[Opening THE RECORDS section]

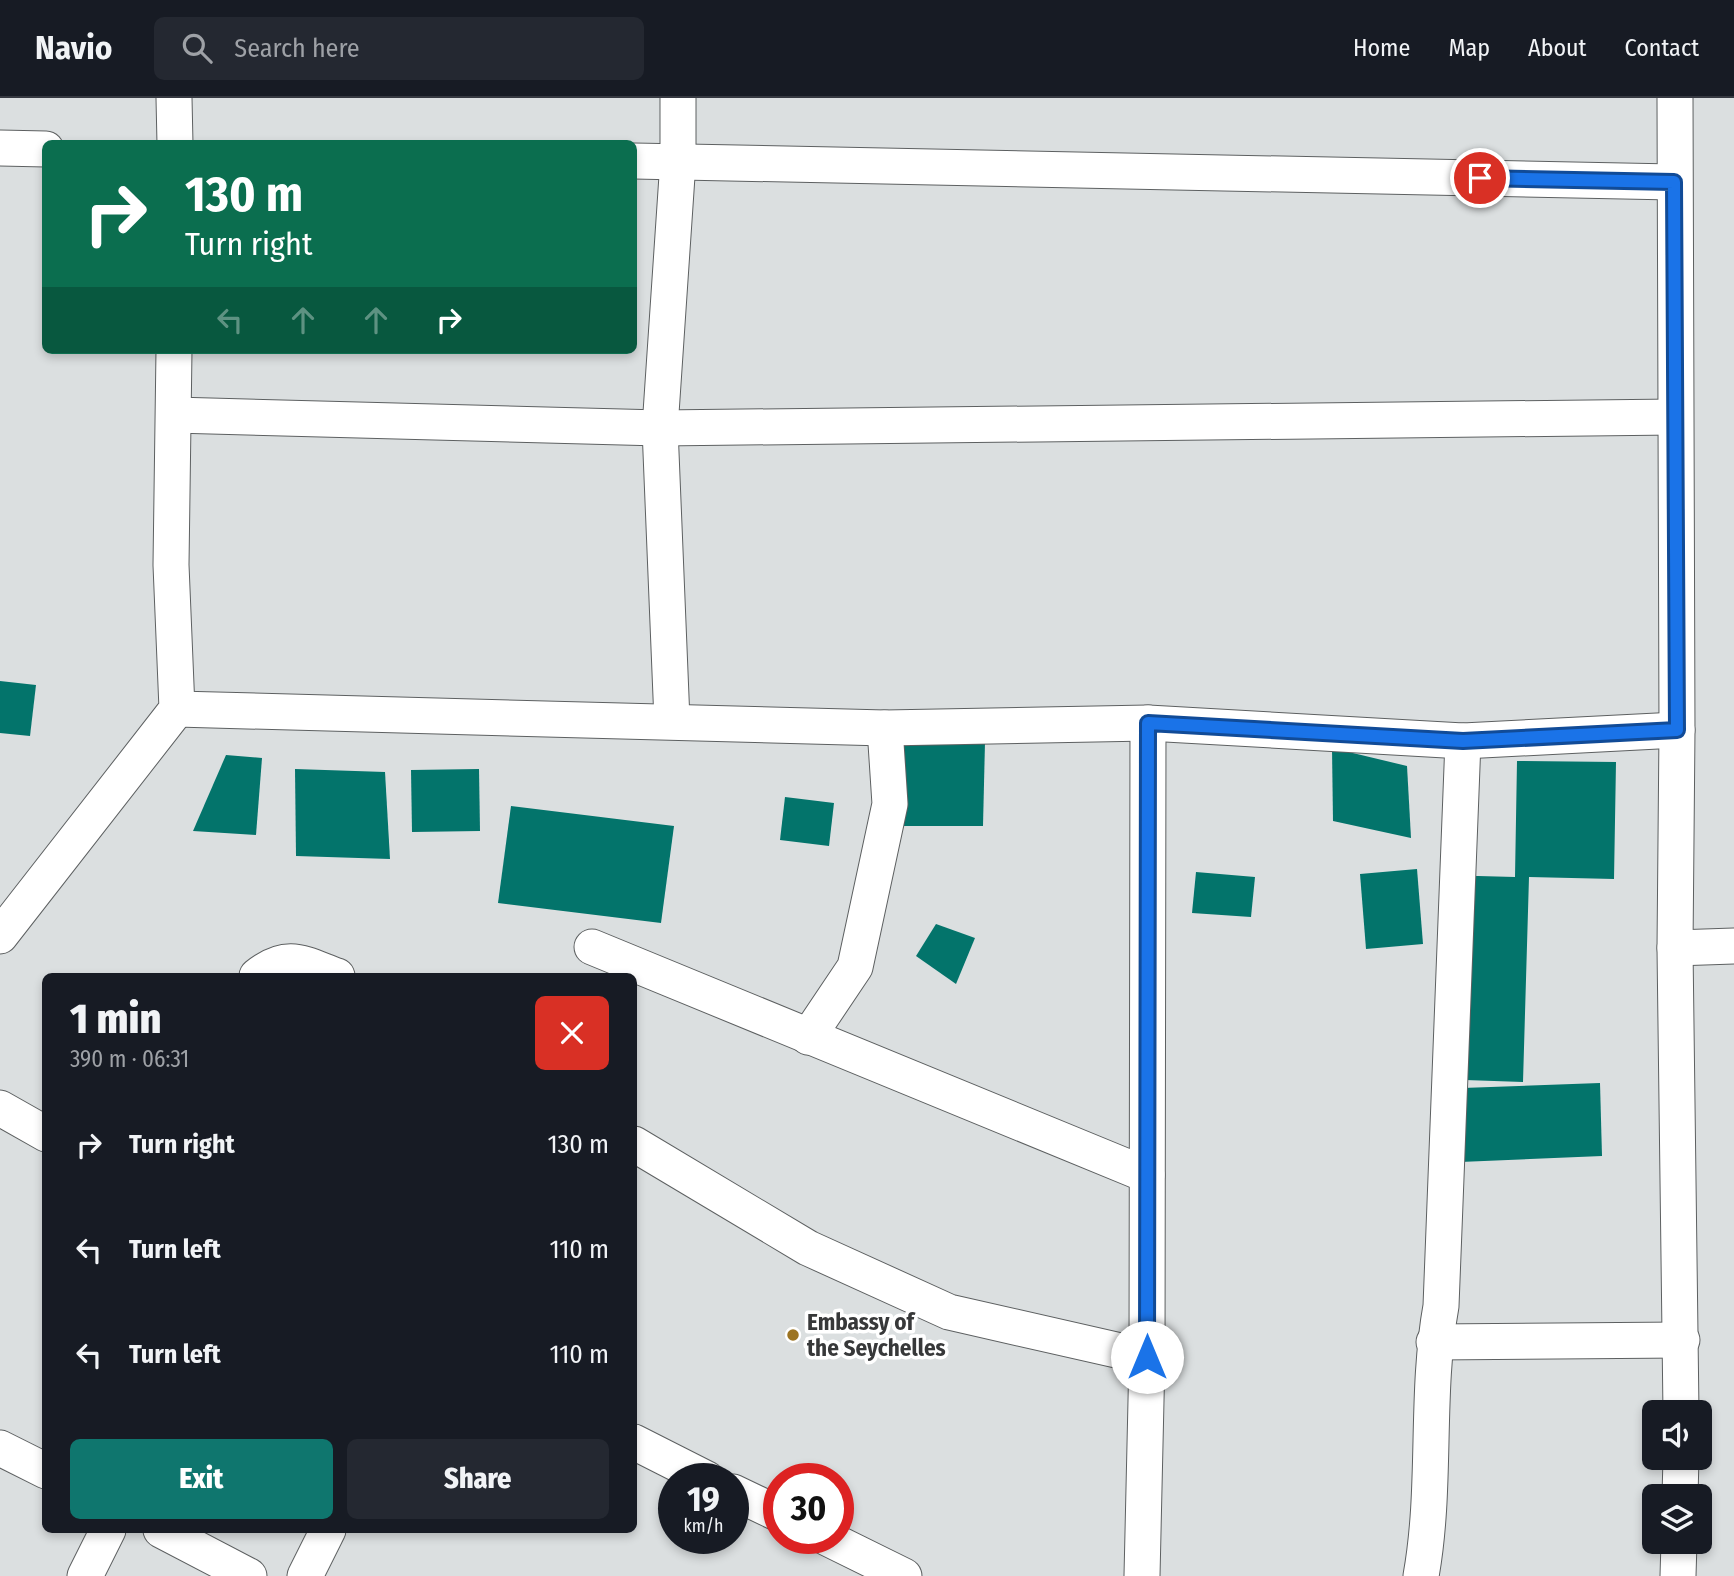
<!DOCTYPE html>
<html lang="en">
<head>
<meta charset="utf-8">
<style>
	body { margin:0; font-family:"Fira Sans Condensed",sans-serif; background:#242831; color:#f1f3f6; height:100vh; display:flex; flex-direction:column; font-size:26px; white-space:nowrap }
	* { box-sizing:border-box; margin:0 }
	p { font-size:23px; color:#9ea1a6 }
	.icon { flex:none; width:38px; height:38px; fill:none; stroke:currentColor; stroke-width:2; stroke-linecap:round; stroke-linejoin:round }
	.map { position:relative; flex:1; overflow:hidden }
	.side { position:absolute; left:42px; top:875px; width:595px; height:560px; display:flex; flex-direction:column; background:#171b24; border-radius:10px; box-shadow:0 4px 10px #0003 }
	.side>* { flex:none }
	.hud { position:absolute; left:42px; top:42px; width:595px; height:214px; border-radius:10px; box-shadow:0 4px 10px #0003; background:#0b6e4f; color:#fff; overflow:hidden }
	.controls { position:absolute; left:1642px; top:1302px; display:grid; gap:14px }
	.controls a { display:grid; place-items:center; width:70px; height:70px; border-radius:10px; background:#171b24; box-shadow:0 4px 10px #0003; font-size:35px }
	.speed { position:absolute; left:658px; top:1365px; display:flex; gap:14px; font-size:35px; font-weight:700; text-align:center }
	.speed>* { display:grid; place-content:center; width:91px; height:91px; border-radius:50%; background:#171b24; box-shadow:0 4px 10px #0003; line-height:1 }
	.speed small { font-size:18px; font-weight:400 }
	.speed .limit { border:10px solid #d22; background:#fff; color:#111 }
	.pin { position:absolute; display:grid; place-items:center; width:60px; height:60px; color:#fff; margin:-30px; border:4px solid #fff; border-radius:50%; box-shadow:0 2px 7px #0007 }
	.me { position:absolute; width:77px; margin:-38px; rotate:0deg; stroke-linejoin:round; filter:drop-shadow(0 0 5px #0008) }
	.turn { display:flex; align-items:center; gap:24px; height:147px; padding:0 28px; font-size:32px }
	.turn .icon { width:91px; height:91px; stroke-width:2.5 }
	.turn b { display:block; font-size:49px; line-height:60px }
	.lanes { display:flex; align-items:center; height:66px; padding:0 28px; background:#0003; justify-content:center; gap:35px; direction:ltr }
	.lanes .off { opacity:.35 }
	.round { display:grid; place-items:center; flex:none; width:74px; height:74px; border-radius:10px; background:#242831 }
	.overview { display:flex; align-items:center; justify-content:space-between; height:119px; padding:0 28px }
	h1 { font-size:42px; font-weight:800; line-height:52px }
	.button { display:flex; gap:14px; margin-top:auto; padding:14px 28px }
	.button a { flex:1; height:80px; border-radius:10px; background:#0f766e; color:#fff; font-size:28px; font-weight:800; line-height:80px; text-align:center }
	.button a+a { background:#242831; color:#f1f3f6 }
	ul { padding:0; list-style:none }
	li { display:flex; align-items:center; gap:21px; height:105px; padding:0 28px }
	li div { flex:1 }
	li b { display:block; font-size:26px }
	li em { font-style:normal }
	header { display:flex; align-items:center; gap:42px; box-sizing:border-box; height:98px; padding:0 35px; background:#171b24; border-bottom:2px solid #363941 }
	header strong { font-size:33px }
	nav { display:flex; gap:38px; margin-inline-start:auto; font-size:24px }
	.search { width:490px; height:63px; background:#242831; display:flex; align-items:center; gap:18px; box-sizing:border-box; padding:0 24px; border-radius:10px; color:#9ea1a6; font-size:26px }
	.map>svg:first-child { display:block }
</style>
</head>
<body>
<header>
<strong>Navio</strong>
<div class="search"><svg class="icon" aria-label="search" viewBox="0 0 24 24"><circle cx="10" cy="10" r="6"/><path d="M15 15l6 6"/></svg>Search here</div>
<nav><a>Home</a><a>Map</a><a>About</a><a>Contact</a></nav>
</header>
<div class="map">
<svg width="1734" height="1478" viewBox="0 0 1734 1478">
	<rect width="100%" height="100%" fill="#dbdfe0"/>
	<g fill="#03746b">
		<polygon points="0,583 36,587 30,638 0,635"/>
		<polygon points="898,643 985,644 983,728 897,728"/>
		<polygon points="1332,650 1407,668 1411,740 1333,723"/>
		<polygon points="226,657 262,660 256,737 193,733"/>
		<polygon points="1517,663 1616,664 1614,781 1529,779 1523,984 1436,981 1441,777 1515,779"/>
		<polygon points="295,671 385,674 390,761 296,758"/>
		<polygon points="479,671 480,733 412,734 411,672"/>
		<polygon points="785,699 834,705 829,748 780,742"/>
		<polygon points="511,708 674,728 661,825 498,805"/>
		<polygon points="1417,771 1423,846 1366,851 1360,776"/>
		<polygon points="1196,774 1255,779 1251,819 1192,815"/>
		<polygon points="936,826 975,840 956,886 916,858"/>
		<polygon points="1600,985 1602,1058 1436,1065 1434,991"/>
	</g>
	<g fill="none" stroke-linecap="round" stroke-linejoin="round">
		<defs>
			<g id="minor">
				<polyline points="174,0 175,46"/>
				<polyline points="1675,0 1677,632 1675,850 1681,1314"/>
				<polyline points="0,50 46,51"/>
				<polyline points="634,63 1673,84"/>
				<polyline points="174,317 660,330 1675,319"/>
				<polyline points="177,611 885,630 1148,625 1463,643 1677,632"/>
				<polyline points="672,623 660,330 678,63 678,0"/>
				<polyline points="0,838 177,611 171,467 174,252"/>
				<polyline points="592,849 1147,1077"/>
				<polyline points="1675,850 1734,848"/>
				<path d="M257,878c31,-25 47,-12 80,0"/>
				<polyline points="808,939 855,869 890,706 885,630"/>
				<polyline points="0,1010 46,1036"/>
				<polyline points="634,1046 808,1150 949,1214 1147,1259"/>
				<polyline points="1434,1244 1682,1242"/>
				<polyline points="634,1344 707,1381"/>
				<polyline points="0,1350 46,1373"/>
				<polyline points="733,1394 779,1416"/>
				<polyline points="1680,1398 1681,1360"/>
				<polyline points="161,1432 249,1478"/>
				<polyline points="827,1440 904,1478"/>
				<polyline points="85,1478 108,1432"/>
				<polyline points="305,1478 328,1432"/>
				<polyline points="1142,1478 1147,1259 1148,625"/>
				<path d="M1421,1478c16,-89 4,-181 20,-270l22,-565"/>
				<polyline points="1678,1478 1679,1444"/>
			</g>
		</defs>
		<use href="#minor" stroke="#5d6061" stroke-width="37"/>
		<use href="#minor" stroke="#fff" stroke-width="35"/>
	</g>
	<g fill="none" stroke-linecap="round" stroke-linejoin="round">
		<defs>
			<polyline id="route" points="1147,1259 1148,625 1463,643 1677,632 1674,84 1480,80"/>
		</defs>
		<use href="#route" stroke="#114b97" stroke-width="18"/>
		<use href="#route" stroke="#1a73e8" stroke-width="12"/>
	</g>
	<circle fill="#9c7422" stroke="#fff" stroke-width="2.5" cx="793" cy="1237" r="7"/>
	<g text-anchor="middle" dominant-baseline="central" stroke-width="7" stroke-linejoin="round" paint-order="stroke">
		<g font-size="23" font-weight="bold" fill="#373839" stroke="#fff" text-anchor="start">
			<text x="807" y="1224">Embassy of<tspan x="807" dy="26">the Seychelles</tspan></text>
		</g>
	</g>
</svg>
<div class="controls">
<a><svg class="icon" aria-label="sound" viewBox="0 0 24 24"><path d="M4 9h4l5-4v14l-5-4H4zM17 9q2 3 0 6"/></svg></a>
<a><svg class="icon" aria-label="layers" viewBox="0 0 24 24"><path d="M12 4l9 5-9 5-9-5zM3 14l9 5 9-5"/></svg></a>
</div>
<div class="speed"><div>19<small>km/h</small></div><div class="limit">30</div></div>
<div class="pin" style="left:1480px;top:80px;background:#d93025"><svg class="icon" aria-label="arrive" viewBox="0 0 24 24"><path d="M6 21V4h12l-3 4 3 4H6"/></svg></div>
<svg class="me" style="left:1147px;top:1259px" viewBox="-20 -20 40 40"><circle r="19" fill="#fff"/><path d="M0-13L10 11 0 6-10 11z" fill="#1a73e8"/></svg>
<div class="hud">
<div class="turn"><svg class="icon" aria-label="right" viewBox="0 0 24 24"><path d="M7 20v-9h11M14 6l5 5-5 5"/></svg><div><b>130 m</b>Turn right</div></div>
<div class="lanes"><svg class="icon off" aria-label="left" viewBox="0 0 24 24"><path d="M17 20v-9H6M10 6l-5 5 5 5"/></svg><svg class="icon off" aria-label="ahead" viewBox="0 0 24 24"><path d="M12 20V5M6 11l6-6 6 6"/></svg><svg class="icon off" aria-label="ahead" viewBox="0 0 24 24"><path d="M12 20V5M6 11l6-6 6 6"/></svg><svg class="icon" aria-label="right" viewBox="0 0 24 24"><path d="M7 20v-9h11M14 6l5 5-5 5"/></svg></div>
</div>
<section class="side">
<div class="overview"><div><h1>1 min</h1><p>390 m · 06:31</p></div><a class="round" style="background:#d93025;color:#fff"><svg class="icon" aria-label="close" viewBox="0 0 24 24"><path d="M6 6l12 12M18 6L6 18"/></svg></a></div>
<ul>
<li><svg class="icon" aria-label="right" viewBox="0 0 24 24"><path d="M7 20v-9h11M14 6l5 5-5 5"/></svg><div><b>Turn right</b></div><em>130 m</em></li>
<li><svg class="icon" aria-label="left" viewBox="0 0 24 24"><path d="M17 20v-9H6M10 6l-5 5 5 5"/></svg><div><b>Turn left</b></div><em>110 m</em></li>
<li><svg class="icon" aria-label="left" viewBox="0 0 24 24"><path d="M17 20v-9H6M10 6l-5 5 5 5"/></svg><div><b>Turn left</b></div><em>110 m</em></li>
</ul>
<div class="button"><a>Exit</a><a>Share</a></div>
</section>
</div>
</body>
</html>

[Closing THE RECORDS section]

▸ **TO DO**:
Every line above with the string "button" in it needs to be copied.

▸ **SOLUTION**:
	.button { display:flex; gap:14px; margin-top:auto; padding:14px 28px }
	.button a { flex:1; height:80px; border-radius:10px; background:#0f766e; color:#fff; font-size:28px; font-weight:800; line-height:80px; text-align:center }
	.button a+a { background:#242831; color:#f1f3f6 }
<div class="button"><a>Exit</a><a>Share</a></div>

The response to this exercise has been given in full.